═══ GIVEN RECORDS

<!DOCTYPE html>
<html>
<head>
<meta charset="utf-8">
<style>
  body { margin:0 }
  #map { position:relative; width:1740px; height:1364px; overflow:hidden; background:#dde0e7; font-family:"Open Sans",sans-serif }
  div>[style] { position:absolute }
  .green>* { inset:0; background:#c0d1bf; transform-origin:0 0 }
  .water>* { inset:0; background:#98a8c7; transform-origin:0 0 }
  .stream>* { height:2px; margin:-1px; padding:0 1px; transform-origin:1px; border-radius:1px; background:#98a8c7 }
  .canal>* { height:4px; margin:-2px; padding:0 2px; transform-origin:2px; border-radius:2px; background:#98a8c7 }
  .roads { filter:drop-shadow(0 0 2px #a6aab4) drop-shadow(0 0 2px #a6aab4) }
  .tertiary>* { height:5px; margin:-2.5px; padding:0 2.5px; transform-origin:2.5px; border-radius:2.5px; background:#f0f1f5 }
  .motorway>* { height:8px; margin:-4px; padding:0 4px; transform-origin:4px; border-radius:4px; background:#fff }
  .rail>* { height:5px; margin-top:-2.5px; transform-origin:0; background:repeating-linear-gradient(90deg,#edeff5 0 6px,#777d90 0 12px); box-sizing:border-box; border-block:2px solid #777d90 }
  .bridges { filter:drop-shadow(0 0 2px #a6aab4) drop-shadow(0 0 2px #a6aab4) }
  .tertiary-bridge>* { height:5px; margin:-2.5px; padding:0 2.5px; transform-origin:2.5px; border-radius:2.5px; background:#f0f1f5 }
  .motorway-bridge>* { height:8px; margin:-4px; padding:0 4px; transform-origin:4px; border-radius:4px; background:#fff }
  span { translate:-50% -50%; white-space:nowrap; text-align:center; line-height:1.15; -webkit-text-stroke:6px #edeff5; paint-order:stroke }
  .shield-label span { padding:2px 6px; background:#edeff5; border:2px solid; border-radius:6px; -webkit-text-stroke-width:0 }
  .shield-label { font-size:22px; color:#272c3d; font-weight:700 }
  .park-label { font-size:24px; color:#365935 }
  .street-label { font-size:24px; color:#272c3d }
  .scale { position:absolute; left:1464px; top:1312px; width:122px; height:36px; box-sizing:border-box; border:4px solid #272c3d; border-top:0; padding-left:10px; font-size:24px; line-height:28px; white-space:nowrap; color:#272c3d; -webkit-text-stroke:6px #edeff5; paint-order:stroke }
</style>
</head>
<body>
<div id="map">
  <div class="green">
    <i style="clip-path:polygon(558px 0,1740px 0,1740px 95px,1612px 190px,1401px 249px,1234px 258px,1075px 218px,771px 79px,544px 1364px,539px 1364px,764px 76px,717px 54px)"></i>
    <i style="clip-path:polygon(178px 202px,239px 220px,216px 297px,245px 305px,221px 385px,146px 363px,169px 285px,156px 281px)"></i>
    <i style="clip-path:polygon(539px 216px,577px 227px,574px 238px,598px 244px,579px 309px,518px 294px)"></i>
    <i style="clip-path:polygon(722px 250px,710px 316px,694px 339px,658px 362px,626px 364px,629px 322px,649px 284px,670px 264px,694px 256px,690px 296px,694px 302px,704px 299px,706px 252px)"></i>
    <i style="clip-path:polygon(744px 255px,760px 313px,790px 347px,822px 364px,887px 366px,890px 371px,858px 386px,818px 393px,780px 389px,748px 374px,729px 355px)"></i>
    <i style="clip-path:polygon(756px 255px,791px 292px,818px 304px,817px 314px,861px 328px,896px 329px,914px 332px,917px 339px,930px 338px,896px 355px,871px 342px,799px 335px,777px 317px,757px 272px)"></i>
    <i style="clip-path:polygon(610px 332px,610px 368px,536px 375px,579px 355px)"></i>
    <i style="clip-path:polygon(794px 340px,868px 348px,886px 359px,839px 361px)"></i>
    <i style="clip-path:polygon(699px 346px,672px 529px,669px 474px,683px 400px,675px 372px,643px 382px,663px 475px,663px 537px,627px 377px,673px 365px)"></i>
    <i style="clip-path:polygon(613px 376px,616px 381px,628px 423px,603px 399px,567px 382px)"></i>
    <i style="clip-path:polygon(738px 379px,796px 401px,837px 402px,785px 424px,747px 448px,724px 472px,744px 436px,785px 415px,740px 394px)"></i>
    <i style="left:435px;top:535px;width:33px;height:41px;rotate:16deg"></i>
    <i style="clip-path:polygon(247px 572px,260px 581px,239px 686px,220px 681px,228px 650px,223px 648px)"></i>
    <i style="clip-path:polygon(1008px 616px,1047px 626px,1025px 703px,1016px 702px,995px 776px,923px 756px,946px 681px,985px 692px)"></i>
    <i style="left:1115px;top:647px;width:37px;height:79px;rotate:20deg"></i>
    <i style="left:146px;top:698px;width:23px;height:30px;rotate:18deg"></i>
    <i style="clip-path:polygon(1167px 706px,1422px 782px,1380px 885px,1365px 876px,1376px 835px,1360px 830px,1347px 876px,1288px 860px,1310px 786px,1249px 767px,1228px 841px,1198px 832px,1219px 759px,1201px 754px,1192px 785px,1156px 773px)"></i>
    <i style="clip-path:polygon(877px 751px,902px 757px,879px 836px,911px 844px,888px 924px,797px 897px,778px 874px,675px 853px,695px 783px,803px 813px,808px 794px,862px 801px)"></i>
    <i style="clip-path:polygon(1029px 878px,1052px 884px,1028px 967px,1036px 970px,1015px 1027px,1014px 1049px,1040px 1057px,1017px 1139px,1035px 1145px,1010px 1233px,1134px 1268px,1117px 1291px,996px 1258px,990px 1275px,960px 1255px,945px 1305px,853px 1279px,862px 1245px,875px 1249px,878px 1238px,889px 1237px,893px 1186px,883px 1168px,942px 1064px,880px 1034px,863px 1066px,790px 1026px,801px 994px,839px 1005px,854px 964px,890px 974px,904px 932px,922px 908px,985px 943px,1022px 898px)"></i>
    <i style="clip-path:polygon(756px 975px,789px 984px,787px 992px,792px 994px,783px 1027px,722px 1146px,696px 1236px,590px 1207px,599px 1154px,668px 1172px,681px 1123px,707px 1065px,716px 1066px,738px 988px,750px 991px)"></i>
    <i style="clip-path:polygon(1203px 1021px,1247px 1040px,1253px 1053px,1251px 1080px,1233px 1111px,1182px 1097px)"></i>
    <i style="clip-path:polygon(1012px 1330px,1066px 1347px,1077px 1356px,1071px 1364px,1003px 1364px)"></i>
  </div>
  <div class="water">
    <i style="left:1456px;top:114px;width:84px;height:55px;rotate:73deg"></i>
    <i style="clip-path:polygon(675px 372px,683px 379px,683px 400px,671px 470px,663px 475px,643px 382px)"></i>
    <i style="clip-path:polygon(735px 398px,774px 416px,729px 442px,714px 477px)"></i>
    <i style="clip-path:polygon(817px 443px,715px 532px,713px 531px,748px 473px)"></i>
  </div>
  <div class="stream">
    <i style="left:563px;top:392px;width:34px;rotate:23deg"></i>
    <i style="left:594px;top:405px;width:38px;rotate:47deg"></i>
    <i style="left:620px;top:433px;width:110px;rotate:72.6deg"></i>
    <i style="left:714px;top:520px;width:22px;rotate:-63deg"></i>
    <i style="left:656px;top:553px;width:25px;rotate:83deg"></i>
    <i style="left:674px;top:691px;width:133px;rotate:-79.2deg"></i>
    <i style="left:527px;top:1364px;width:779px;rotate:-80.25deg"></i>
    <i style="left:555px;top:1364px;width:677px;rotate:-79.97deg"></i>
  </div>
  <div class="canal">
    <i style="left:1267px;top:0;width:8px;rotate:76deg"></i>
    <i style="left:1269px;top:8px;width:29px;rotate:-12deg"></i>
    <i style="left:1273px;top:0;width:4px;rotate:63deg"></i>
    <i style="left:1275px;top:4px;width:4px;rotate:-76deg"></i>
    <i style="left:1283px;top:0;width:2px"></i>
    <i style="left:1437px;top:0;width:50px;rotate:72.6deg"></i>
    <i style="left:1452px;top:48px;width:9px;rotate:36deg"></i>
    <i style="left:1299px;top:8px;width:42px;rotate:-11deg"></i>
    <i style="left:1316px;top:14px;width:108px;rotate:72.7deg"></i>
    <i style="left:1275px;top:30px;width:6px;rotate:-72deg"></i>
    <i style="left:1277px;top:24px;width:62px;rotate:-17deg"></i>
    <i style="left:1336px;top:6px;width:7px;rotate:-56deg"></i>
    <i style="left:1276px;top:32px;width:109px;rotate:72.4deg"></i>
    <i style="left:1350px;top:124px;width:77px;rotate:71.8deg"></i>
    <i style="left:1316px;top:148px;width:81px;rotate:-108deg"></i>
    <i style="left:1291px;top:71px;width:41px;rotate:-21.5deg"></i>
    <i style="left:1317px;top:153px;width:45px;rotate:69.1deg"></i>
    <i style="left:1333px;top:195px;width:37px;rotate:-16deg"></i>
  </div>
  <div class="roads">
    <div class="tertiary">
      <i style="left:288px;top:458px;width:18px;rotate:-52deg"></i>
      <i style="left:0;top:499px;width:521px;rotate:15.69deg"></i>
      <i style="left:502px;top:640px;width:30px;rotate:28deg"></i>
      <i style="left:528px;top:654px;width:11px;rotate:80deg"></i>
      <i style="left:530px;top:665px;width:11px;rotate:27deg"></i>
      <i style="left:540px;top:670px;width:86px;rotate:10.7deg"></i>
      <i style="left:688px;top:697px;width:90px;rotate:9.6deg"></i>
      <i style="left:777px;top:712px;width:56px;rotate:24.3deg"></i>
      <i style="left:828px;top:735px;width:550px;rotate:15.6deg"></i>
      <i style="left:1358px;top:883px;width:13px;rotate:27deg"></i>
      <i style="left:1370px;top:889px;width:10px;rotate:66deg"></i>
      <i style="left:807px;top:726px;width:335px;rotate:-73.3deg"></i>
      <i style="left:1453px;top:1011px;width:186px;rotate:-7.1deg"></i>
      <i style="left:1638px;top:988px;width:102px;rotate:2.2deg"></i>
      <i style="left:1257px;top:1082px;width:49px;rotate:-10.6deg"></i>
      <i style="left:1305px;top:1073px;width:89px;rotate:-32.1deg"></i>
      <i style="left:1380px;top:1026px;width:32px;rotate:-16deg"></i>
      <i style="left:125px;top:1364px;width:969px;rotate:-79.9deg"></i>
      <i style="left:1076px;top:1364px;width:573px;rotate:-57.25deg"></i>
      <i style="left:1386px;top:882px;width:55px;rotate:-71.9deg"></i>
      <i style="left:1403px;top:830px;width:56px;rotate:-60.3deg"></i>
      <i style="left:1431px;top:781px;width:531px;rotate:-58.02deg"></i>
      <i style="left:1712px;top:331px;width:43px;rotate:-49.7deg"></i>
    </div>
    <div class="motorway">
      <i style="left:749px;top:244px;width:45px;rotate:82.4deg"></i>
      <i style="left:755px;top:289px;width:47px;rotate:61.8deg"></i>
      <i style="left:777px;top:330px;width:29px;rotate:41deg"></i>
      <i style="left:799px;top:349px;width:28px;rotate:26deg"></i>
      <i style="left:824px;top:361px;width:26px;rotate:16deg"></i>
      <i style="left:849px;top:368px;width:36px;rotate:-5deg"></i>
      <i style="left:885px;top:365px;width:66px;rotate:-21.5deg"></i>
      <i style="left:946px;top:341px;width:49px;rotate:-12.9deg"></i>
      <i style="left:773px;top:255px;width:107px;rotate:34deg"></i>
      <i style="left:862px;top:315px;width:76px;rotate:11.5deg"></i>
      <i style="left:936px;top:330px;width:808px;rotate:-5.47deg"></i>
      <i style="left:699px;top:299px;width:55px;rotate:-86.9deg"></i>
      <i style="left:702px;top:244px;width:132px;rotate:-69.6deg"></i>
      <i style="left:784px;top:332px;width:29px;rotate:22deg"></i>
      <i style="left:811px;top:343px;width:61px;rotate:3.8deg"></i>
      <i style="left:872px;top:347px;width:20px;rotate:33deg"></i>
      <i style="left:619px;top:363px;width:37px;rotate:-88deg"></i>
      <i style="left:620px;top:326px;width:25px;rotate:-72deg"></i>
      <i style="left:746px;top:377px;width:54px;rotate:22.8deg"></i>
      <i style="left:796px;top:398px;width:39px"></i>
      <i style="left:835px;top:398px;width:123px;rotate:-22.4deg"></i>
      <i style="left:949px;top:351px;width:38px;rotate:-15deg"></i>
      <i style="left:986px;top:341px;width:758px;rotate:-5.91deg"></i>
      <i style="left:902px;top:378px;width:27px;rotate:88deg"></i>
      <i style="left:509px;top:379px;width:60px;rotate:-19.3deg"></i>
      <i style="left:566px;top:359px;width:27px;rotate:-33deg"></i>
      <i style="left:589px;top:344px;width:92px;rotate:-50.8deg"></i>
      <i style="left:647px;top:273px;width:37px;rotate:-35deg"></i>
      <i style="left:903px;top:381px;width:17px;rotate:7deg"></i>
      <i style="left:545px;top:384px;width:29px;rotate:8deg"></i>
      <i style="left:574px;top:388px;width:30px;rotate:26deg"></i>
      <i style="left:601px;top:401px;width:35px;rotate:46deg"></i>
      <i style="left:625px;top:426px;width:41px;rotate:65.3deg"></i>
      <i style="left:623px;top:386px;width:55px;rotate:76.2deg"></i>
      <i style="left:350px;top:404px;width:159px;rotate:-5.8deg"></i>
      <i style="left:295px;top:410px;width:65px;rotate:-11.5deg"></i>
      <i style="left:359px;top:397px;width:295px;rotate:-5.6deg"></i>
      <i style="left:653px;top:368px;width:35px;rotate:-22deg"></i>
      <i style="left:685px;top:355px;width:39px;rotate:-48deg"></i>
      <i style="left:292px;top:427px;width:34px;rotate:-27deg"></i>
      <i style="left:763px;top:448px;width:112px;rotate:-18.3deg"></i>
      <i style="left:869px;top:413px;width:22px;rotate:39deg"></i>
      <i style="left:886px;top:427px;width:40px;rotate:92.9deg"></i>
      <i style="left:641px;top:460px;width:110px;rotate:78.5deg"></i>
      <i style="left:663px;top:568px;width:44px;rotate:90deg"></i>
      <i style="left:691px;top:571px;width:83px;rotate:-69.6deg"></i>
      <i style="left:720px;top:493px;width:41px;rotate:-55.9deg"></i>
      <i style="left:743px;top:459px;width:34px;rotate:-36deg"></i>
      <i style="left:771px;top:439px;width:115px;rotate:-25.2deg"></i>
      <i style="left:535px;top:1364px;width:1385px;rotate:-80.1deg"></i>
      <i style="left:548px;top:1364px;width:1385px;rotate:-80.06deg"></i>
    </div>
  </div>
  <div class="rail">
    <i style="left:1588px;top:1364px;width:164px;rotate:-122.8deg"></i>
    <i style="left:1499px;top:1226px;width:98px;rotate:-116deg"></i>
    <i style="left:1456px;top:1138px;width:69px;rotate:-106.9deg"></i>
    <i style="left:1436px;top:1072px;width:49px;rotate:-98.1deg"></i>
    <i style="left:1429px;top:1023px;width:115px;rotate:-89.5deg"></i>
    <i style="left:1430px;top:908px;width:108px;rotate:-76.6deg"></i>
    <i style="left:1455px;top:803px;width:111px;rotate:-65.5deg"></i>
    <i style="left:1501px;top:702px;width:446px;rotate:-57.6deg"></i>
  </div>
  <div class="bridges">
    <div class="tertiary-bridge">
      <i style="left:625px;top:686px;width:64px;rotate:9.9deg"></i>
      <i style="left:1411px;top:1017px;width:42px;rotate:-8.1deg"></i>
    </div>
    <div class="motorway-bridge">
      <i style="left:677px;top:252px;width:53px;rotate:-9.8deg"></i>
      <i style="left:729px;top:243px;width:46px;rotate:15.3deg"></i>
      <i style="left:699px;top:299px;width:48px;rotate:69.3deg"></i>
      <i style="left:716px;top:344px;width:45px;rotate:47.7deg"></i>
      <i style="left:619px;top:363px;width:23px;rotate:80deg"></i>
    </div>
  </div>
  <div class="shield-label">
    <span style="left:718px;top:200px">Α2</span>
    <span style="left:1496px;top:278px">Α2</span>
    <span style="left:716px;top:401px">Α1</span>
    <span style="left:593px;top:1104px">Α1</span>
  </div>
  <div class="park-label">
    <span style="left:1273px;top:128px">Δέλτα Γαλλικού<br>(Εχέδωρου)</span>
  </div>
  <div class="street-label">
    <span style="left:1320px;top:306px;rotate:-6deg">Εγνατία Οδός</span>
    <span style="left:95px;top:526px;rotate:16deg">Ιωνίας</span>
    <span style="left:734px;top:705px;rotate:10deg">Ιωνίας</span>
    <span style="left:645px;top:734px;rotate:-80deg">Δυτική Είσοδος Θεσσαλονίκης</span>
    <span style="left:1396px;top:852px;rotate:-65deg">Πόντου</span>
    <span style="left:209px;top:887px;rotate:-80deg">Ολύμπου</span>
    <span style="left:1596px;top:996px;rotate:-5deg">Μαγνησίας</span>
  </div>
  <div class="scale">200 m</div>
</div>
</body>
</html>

══════

WORK REQUEST => The lines to copy run from the first line of the entries to the line containing "inset:0; background:#98a8c7; transform-origin:0"; copy them exactly and output nothing else.

SOLVED PROBLEM =>
<!DOCTYPE html>
<html>
<head>
<meta charset="utf-8">
<style>
  body { margin:0 }
  #map { position:relative; width:1740px; height:1364px; overflow:hidden; background:#dde0e7; font-family:"Open Sans",sans-serif }
  div>[style] { position:absolute }
  .green>* { inset:0; background:#c0d1bf; transform-origin:0 0 }
  .water>* { inset:0; background:#98a8c7; transform-origin:0 0 }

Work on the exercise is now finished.